__Required work__:
Repeat only the stretch of lines below that runs from the line with "position:absolute; left:18px; top:18px;" through the line with "position:absolute; width:66px; margin:-33px;", unaltered.

□ □ □ □ □

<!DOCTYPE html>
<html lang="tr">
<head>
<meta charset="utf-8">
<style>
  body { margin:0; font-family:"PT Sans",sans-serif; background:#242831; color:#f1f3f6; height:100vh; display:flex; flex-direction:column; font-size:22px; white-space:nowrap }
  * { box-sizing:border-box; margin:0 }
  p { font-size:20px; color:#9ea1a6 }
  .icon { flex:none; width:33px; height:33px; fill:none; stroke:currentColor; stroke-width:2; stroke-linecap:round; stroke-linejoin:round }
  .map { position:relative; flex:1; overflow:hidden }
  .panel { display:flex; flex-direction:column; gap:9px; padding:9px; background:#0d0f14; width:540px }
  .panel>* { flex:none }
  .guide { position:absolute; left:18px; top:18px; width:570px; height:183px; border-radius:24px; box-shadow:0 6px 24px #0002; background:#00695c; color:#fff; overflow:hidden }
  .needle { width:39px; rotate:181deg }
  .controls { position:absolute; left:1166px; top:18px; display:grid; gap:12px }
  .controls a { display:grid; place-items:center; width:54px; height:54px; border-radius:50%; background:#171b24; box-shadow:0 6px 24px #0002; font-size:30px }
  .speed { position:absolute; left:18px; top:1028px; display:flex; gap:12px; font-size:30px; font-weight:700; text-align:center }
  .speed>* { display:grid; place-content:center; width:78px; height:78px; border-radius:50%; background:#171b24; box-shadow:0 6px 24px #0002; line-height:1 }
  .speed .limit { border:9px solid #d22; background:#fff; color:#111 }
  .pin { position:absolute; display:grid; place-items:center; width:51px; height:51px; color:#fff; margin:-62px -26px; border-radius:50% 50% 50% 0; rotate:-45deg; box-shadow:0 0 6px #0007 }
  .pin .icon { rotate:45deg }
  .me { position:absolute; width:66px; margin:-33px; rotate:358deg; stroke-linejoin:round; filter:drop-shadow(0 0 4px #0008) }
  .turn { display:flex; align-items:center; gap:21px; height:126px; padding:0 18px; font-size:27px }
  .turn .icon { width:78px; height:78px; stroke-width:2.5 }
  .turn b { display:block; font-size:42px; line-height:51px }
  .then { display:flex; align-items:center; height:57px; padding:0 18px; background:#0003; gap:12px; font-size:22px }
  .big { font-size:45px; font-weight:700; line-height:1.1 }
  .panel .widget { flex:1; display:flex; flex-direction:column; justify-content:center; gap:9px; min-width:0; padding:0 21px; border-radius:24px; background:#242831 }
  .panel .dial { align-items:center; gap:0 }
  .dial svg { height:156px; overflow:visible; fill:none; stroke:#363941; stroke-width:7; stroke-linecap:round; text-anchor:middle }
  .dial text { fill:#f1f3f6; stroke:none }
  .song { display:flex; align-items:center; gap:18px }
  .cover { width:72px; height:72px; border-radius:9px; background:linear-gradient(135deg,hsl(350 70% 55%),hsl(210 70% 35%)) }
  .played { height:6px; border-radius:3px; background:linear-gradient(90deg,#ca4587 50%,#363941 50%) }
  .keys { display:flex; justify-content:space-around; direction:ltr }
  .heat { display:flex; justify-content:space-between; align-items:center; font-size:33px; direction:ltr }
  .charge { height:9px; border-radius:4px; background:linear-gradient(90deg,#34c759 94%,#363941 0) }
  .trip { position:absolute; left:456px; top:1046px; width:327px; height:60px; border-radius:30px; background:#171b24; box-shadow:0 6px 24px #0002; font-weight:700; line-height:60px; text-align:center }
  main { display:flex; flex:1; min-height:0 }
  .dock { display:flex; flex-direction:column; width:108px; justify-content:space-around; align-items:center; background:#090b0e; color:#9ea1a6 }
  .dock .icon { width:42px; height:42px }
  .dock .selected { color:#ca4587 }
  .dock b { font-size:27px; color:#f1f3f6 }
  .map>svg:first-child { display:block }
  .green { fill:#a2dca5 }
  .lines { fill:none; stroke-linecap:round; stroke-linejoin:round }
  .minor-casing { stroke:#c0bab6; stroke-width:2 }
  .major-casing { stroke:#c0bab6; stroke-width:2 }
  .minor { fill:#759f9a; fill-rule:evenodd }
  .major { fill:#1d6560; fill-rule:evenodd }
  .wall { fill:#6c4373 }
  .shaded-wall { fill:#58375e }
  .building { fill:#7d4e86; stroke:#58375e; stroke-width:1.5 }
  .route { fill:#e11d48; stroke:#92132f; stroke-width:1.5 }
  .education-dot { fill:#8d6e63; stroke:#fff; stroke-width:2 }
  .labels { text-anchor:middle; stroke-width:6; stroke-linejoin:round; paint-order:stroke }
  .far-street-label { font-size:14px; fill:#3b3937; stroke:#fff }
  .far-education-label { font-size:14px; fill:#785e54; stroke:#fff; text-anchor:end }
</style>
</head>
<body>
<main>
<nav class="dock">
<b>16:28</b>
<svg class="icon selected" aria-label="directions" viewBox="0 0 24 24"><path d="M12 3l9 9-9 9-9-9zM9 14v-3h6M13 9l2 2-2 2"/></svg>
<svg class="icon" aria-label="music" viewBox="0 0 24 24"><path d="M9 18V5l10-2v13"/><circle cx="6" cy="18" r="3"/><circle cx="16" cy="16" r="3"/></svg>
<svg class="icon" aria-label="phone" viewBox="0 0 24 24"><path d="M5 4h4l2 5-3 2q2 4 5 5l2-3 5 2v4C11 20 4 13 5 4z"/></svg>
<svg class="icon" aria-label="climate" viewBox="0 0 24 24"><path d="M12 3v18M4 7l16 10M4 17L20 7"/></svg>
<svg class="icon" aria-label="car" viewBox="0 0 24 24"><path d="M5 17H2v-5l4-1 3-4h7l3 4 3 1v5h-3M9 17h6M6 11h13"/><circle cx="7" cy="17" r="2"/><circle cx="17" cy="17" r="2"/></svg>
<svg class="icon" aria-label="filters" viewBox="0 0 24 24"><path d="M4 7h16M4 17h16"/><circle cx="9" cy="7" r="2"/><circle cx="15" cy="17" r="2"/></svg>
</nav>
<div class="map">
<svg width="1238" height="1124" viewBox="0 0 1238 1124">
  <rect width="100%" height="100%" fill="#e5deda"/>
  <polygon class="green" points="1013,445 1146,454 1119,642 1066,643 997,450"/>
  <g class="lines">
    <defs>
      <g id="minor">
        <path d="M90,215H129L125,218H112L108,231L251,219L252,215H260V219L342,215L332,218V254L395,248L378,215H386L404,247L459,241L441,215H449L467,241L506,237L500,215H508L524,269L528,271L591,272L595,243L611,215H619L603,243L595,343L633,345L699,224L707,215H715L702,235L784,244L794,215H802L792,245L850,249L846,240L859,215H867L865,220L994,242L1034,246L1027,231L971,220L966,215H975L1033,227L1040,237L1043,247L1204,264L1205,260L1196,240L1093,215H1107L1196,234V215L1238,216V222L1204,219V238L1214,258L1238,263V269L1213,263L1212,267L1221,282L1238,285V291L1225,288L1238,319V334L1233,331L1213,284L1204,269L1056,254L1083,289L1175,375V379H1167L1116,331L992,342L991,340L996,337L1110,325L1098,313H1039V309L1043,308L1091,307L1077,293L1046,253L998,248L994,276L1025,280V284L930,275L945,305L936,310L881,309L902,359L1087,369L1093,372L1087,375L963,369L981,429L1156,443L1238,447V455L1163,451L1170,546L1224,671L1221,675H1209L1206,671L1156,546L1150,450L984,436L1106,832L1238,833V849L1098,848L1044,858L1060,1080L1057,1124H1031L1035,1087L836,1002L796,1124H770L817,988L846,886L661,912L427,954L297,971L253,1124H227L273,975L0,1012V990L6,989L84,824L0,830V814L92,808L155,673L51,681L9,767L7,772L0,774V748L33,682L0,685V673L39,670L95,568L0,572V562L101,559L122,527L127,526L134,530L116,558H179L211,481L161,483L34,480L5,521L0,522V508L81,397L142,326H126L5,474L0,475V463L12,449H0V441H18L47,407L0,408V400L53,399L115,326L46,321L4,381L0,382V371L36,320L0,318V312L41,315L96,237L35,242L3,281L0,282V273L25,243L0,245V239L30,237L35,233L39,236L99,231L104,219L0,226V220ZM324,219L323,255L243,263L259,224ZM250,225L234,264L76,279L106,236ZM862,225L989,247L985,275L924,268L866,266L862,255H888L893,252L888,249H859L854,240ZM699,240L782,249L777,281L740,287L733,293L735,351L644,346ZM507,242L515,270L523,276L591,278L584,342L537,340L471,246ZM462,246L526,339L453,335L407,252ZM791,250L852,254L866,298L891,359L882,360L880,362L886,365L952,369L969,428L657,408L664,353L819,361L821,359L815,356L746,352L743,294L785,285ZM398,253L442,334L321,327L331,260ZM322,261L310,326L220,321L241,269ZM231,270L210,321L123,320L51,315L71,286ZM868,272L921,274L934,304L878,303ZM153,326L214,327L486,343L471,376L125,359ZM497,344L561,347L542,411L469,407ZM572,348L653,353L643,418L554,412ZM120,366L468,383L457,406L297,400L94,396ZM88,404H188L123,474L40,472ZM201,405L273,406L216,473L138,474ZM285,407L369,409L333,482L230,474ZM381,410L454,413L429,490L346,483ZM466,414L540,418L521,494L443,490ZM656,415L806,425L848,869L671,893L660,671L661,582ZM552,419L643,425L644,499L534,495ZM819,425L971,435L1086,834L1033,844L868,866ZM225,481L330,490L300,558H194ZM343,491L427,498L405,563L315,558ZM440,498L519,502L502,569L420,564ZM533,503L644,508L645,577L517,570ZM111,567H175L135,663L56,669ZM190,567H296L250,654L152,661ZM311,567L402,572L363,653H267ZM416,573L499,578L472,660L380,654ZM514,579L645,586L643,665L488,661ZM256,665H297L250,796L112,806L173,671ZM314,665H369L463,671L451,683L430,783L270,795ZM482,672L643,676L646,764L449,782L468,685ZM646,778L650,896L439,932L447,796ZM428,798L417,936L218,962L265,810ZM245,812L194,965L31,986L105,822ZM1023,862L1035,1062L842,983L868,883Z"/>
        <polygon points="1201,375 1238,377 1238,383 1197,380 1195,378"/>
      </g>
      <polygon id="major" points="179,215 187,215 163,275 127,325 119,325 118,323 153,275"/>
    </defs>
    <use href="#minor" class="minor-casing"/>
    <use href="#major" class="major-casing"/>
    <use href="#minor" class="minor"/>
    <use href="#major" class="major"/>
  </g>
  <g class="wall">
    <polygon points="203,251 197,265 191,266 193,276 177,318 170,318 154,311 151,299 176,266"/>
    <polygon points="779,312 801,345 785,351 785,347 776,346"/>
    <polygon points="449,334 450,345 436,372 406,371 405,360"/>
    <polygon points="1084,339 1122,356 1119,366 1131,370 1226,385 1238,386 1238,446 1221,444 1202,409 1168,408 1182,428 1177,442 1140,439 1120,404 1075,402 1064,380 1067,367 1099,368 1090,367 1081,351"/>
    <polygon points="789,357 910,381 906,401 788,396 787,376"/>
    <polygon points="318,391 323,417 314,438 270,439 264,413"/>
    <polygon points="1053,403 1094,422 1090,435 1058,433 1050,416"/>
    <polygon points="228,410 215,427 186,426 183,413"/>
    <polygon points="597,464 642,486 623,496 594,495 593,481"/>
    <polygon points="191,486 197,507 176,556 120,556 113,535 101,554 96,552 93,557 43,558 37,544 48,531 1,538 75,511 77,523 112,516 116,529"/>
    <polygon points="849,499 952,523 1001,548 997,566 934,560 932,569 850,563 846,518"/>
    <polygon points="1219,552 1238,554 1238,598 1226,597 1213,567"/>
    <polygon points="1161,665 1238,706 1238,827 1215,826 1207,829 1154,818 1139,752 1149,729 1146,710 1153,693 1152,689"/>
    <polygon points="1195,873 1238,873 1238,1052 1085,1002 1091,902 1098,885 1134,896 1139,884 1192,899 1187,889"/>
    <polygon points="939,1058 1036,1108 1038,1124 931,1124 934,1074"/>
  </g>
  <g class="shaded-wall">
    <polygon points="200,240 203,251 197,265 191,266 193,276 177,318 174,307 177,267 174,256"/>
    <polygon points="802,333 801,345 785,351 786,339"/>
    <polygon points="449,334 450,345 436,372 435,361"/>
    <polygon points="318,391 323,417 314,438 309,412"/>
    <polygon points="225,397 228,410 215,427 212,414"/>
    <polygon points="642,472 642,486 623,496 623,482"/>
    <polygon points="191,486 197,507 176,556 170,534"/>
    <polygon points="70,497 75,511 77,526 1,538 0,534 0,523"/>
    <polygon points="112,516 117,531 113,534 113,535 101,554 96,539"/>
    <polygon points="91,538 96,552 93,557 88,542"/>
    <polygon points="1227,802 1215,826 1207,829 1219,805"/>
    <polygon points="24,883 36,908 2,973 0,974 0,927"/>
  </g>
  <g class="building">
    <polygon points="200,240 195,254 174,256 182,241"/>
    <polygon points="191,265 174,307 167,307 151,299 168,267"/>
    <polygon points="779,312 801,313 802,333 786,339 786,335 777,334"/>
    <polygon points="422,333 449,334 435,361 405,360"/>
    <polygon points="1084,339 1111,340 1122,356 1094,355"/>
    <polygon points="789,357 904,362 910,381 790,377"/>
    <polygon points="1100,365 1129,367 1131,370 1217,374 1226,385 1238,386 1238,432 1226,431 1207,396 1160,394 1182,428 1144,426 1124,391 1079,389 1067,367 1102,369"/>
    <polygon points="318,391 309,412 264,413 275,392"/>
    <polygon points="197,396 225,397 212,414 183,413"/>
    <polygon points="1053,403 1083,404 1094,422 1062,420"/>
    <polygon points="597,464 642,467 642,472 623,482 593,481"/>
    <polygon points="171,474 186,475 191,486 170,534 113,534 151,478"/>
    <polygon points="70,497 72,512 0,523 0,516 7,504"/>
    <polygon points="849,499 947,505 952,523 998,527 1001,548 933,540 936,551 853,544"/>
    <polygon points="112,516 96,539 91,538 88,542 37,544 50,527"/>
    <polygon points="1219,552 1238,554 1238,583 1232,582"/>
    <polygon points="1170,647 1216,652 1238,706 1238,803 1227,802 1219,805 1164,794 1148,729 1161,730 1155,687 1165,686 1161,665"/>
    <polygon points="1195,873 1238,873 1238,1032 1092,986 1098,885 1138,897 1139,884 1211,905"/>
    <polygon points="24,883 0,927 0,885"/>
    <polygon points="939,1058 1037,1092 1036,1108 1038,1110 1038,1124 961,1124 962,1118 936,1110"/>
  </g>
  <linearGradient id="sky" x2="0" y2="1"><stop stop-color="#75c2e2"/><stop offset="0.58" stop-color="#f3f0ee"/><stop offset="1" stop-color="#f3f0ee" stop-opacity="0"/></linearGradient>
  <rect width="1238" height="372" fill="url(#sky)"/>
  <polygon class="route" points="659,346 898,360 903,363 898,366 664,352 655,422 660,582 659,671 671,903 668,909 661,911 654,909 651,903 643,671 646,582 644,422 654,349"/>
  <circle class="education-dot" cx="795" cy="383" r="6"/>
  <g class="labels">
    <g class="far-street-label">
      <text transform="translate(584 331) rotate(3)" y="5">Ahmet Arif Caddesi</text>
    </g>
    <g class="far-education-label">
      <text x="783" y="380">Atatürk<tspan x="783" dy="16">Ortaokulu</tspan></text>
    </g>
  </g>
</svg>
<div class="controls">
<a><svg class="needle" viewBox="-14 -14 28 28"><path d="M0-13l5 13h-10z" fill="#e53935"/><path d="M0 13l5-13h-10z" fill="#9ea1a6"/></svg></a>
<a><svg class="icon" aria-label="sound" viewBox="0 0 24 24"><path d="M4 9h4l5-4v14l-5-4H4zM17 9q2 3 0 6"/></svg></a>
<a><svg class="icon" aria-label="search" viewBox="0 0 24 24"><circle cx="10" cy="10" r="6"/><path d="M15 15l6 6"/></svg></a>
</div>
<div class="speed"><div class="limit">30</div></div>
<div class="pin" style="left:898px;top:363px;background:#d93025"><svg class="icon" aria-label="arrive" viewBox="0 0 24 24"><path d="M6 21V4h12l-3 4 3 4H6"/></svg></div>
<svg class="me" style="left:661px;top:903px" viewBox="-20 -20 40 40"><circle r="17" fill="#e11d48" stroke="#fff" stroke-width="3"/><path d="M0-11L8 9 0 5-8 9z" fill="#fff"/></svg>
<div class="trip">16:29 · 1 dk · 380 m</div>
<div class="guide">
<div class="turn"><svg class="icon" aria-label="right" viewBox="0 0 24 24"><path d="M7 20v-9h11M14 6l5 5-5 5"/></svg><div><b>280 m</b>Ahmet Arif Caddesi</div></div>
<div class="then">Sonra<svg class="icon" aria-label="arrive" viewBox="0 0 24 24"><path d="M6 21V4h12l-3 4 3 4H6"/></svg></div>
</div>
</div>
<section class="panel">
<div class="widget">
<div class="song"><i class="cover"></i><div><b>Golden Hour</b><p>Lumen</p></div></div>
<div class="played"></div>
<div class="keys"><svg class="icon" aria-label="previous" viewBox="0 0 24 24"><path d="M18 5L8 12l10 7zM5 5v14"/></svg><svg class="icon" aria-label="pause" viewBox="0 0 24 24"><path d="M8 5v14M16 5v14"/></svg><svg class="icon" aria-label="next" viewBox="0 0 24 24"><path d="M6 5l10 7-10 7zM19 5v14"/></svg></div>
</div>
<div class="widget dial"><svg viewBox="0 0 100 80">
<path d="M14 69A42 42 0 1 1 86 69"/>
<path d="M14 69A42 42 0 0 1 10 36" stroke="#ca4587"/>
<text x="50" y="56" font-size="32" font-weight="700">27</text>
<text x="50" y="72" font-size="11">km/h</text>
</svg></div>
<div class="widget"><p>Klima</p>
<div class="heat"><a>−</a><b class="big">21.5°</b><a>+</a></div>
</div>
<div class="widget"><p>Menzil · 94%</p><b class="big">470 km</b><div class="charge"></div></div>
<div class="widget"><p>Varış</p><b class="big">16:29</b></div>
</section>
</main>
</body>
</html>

□ □ □ □ □

__Solution for this problem__:
  .guide { position:absolute; left:18px; top:18px; width:570px; height:183px; border-radius:24px; box-shadow:0 6px 24px #0002; background:#00695c; color:#fff; overflow:hidden }
  .needle { width:39px; rotate:181deg }
  .controls { position:absolute; left:1166px; top:18px; display:grid; gap:12px }
  .controls a { display:grid; place-items:center; width:54px; height:54px; border-radius:50%; background:#171b24; box-shadow:0 6px 24px #0002; font-size:30px }
  .speed { position:absolute; left:18px; top:1028px; display:flex; gap:12px; font-size:30px; font-weight:700; text-align:center }
  .speed>* { display:grid; place-content:center; width:78px; height:78px; border-radius:50%; background:#171b24; box-shadow:0 6px 24px #0002; line-height:1 }
  .speed .limit { border:9px solid #d22; background:#fff; color:#111 }
  .pin { position:absolute; display:grid; place-items:center; width:51px; height:51px; color:#fff; margin:-62px -26px; border-radius:50% 50% 50% 0; rotate:-45deg; box-shadow:0 0 6px #0007 }
  .pin .icon { rotate:45deg }
  .me { position:absolute; width:66px; margin:-33px; rotate:358deg; stroke-linejoin:round; filter:drop-shadow(0 0 4px #0008) }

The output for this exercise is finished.